■ Directions for this task: Report how many lines below contain the word "coordinates". Give only the number.

■ Input data:
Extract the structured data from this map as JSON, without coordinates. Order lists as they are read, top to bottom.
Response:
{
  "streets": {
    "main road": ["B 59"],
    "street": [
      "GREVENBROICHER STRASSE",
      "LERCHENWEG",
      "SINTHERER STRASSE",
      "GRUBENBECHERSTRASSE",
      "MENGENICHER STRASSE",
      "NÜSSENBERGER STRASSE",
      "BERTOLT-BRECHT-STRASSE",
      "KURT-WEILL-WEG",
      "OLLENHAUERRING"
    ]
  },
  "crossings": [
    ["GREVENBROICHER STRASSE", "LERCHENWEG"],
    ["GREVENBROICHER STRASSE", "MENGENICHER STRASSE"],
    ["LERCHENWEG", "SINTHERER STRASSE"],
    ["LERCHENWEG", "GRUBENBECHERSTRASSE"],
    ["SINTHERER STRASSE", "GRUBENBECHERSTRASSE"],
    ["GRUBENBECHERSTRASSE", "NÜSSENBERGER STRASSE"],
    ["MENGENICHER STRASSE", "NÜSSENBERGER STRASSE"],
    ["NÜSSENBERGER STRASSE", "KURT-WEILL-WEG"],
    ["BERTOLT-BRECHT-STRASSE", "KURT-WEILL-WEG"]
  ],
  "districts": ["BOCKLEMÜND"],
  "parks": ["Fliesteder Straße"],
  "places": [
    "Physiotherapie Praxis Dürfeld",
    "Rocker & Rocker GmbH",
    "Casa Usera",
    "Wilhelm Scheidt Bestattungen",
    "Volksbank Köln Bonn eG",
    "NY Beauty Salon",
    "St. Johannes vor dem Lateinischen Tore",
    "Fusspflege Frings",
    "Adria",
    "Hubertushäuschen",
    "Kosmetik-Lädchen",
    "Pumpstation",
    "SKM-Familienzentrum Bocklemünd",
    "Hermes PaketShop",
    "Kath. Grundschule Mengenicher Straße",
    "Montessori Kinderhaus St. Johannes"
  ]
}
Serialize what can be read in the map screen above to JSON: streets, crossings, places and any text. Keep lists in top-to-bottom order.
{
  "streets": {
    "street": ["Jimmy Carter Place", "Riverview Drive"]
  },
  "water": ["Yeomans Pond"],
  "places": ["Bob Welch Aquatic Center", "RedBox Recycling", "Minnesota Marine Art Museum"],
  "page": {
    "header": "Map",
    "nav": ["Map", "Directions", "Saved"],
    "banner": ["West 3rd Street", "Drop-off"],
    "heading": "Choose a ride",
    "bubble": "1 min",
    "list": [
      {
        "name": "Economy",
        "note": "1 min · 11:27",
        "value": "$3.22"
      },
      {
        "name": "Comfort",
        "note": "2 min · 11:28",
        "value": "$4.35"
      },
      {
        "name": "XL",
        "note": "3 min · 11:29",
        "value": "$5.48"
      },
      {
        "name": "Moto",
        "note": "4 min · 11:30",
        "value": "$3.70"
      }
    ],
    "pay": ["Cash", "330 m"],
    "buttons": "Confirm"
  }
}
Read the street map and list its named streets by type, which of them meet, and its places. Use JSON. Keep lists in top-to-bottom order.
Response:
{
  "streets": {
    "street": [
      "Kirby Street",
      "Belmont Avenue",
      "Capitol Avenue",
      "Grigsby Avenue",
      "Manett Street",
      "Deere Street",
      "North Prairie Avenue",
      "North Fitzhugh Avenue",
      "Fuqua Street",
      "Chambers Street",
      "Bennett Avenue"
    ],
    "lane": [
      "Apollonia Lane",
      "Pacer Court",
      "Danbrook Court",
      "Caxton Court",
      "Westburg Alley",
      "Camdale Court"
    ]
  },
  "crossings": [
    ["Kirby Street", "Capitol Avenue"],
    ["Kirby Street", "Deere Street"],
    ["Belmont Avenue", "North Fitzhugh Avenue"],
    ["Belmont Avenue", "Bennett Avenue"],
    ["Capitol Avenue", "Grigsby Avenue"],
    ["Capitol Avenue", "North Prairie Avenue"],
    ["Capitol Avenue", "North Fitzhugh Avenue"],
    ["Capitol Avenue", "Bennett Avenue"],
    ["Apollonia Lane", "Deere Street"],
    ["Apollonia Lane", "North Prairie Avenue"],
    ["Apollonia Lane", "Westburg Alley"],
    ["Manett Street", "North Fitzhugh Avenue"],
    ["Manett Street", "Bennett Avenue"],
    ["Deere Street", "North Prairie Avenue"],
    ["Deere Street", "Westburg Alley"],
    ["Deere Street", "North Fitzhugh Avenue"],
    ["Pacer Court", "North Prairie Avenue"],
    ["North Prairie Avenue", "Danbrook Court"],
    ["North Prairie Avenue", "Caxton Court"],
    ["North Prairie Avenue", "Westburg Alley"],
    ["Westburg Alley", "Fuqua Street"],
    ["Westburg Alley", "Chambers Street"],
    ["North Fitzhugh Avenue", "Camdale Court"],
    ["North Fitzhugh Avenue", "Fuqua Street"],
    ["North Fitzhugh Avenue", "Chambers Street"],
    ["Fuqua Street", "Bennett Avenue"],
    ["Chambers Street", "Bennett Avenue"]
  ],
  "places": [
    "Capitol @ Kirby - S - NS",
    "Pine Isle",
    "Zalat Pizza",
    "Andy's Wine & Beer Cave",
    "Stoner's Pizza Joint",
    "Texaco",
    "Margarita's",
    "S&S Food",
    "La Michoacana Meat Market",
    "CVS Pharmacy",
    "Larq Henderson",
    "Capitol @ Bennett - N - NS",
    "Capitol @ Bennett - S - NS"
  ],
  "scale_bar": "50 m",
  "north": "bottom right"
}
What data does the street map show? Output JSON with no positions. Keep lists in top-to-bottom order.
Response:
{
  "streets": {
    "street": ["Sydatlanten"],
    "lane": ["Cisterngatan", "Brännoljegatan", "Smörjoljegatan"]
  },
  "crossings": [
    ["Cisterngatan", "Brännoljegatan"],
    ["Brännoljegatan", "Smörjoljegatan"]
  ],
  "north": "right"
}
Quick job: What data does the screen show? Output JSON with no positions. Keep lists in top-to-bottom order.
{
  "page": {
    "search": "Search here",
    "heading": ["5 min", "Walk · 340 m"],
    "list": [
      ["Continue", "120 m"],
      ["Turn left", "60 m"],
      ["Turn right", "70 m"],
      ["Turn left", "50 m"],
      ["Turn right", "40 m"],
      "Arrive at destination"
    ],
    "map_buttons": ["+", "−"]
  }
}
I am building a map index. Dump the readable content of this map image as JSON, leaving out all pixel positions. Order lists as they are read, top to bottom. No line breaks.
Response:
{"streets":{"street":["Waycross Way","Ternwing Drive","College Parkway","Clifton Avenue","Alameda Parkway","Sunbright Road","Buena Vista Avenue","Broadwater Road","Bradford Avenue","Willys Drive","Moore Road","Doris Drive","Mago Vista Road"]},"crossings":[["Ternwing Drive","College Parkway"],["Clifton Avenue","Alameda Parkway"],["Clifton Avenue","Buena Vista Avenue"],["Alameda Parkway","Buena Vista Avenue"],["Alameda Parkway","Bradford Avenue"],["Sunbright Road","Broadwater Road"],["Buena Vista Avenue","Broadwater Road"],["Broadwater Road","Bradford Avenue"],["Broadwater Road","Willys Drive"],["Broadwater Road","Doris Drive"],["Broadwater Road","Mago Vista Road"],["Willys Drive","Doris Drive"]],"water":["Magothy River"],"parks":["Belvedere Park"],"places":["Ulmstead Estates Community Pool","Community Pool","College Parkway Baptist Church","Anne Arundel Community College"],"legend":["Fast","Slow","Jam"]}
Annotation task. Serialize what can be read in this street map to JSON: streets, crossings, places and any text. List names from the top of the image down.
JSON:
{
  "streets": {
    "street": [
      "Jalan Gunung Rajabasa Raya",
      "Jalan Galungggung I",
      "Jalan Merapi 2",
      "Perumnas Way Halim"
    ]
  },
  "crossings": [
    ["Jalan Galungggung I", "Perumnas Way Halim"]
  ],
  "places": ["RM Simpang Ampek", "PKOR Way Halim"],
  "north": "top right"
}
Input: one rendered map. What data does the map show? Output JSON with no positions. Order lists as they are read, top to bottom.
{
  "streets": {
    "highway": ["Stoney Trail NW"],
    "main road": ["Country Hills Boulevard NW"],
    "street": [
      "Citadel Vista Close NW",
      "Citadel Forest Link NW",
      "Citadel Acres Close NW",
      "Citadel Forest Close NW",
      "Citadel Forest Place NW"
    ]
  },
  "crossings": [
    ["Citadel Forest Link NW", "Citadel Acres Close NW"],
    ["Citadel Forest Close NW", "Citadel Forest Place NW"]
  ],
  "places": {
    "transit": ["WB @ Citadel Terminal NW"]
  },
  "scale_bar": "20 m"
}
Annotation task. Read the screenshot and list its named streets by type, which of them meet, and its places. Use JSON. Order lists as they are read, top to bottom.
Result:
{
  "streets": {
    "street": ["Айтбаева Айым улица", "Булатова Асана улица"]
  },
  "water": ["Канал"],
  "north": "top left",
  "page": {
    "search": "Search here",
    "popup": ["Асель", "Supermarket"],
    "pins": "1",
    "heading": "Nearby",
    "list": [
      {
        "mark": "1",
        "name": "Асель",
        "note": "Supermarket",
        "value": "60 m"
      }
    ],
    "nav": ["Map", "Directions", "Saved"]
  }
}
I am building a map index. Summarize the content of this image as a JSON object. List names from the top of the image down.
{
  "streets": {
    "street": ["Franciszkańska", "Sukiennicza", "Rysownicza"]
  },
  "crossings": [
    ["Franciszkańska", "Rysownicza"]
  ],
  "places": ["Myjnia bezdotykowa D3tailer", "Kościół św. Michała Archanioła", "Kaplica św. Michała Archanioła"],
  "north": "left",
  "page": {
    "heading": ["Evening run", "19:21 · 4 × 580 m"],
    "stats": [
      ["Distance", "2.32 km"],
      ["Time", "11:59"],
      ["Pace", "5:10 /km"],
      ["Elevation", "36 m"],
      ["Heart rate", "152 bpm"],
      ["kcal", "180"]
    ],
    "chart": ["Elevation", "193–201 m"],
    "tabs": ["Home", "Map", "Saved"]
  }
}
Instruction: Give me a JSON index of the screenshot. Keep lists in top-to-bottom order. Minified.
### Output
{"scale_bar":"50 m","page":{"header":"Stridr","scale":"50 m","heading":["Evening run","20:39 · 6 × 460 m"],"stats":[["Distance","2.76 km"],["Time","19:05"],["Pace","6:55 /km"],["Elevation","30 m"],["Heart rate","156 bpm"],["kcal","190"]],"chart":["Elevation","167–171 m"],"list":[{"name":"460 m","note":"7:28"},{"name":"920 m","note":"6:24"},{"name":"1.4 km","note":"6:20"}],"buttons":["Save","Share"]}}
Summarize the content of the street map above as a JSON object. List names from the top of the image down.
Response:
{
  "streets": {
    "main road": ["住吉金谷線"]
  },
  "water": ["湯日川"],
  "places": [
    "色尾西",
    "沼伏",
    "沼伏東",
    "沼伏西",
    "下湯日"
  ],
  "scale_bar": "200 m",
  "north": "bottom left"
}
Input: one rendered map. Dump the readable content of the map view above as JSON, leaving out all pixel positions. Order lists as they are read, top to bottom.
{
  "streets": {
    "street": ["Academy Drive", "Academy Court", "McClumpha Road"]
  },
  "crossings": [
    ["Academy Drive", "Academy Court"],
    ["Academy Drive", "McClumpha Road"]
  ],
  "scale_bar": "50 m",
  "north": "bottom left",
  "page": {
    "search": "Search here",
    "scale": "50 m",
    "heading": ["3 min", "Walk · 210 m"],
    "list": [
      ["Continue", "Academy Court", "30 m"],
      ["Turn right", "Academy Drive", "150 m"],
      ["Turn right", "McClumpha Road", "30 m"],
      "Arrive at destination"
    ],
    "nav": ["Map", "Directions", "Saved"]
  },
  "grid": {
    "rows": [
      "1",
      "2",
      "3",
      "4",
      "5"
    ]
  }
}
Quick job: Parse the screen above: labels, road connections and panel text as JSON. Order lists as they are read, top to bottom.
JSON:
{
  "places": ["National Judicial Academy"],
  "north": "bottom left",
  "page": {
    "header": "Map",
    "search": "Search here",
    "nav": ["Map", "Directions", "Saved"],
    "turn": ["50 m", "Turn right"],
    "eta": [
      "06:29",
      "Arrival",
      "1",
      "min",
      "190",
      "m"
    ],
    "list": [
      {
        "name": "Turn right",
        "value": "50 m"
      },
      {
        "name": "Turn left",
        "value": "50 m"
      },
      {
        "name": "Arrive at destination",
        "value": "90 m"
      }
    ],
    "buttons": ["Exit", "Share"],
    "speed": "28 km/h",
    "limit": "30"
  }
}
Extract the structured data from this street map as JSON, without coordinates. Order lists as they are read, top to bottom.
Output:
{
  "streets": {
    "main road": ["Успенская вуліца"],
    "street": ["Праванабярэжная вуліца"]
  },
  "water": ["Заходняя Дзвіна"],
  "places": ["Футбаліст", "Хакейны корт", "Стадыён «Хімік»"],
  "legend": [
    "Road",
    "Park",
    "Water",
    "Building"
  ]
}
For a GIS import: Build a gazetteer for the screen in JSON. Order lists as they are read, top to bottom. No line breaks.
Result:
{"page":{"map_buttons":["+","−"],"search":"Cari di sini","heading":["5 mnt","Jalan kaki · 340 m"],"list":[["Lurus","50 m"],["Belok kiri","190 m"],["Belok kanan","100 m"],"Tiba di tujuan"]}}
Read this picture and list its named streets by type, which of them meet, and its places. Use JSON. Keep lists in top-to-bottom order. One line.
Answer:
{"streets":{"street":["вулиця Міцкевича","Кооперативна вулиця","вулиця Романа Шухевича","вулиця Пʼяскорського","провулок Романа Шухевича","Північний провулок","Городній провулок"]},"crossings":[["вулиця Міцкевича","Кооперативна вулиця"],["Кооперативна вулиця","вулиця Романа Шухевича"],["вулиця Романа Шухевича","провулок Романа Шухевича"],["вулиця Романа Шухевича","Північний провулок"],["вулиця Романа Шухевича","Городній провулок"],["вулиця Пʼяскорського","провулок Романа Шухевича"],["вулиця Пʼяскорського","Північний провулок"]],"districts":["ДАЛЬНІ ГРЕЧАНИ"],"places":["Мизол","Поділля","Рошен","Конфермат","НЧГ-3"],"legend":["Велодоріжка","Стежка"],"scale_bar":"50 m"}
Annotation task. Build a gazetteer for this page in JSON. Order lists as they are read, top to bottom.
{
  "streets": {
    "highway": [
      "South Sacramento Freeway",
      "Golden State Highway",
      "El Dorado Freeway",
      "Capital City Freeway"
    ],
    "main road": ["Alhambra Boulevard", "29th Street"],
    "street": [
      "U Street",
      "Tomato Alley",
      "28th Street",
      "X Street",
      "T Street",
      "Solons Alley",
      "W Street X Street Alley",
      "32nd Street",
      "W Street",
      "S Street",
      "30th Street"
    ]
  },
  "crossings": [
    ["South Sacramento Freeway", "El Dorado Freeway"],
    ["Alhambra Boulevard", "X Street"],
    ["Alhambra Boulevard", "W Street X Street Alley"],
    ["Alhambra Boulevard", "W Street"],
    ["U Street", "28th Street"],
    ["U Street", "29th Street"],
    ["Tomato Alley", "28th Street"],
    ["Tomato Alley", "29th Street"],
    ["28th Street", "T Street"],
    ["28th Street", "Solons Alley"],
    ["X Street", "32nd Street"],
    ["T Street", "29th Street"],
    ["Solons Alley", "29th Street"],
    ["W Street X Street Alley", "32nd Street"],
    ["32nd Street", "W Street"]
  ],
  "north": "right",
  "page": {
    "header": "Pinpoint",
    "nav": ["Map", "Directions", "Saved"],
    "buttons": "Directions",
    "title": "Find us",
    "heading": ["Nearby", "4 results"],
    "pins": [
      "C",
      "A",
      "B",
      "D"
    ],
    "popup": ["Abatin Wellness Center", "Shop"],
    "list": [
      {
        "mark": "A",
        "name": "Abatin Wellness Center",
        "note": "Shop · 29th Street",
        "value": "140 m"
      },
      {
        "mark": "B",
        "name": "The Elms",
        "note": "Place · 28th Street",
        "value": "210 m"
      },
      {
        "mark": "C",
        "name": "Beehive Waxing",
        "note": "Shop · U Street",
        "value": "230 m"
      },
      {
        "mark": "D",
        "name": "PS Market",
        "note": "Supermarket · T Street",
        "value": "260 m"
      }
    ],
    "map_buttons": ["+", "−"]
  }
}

■ Task solution: 2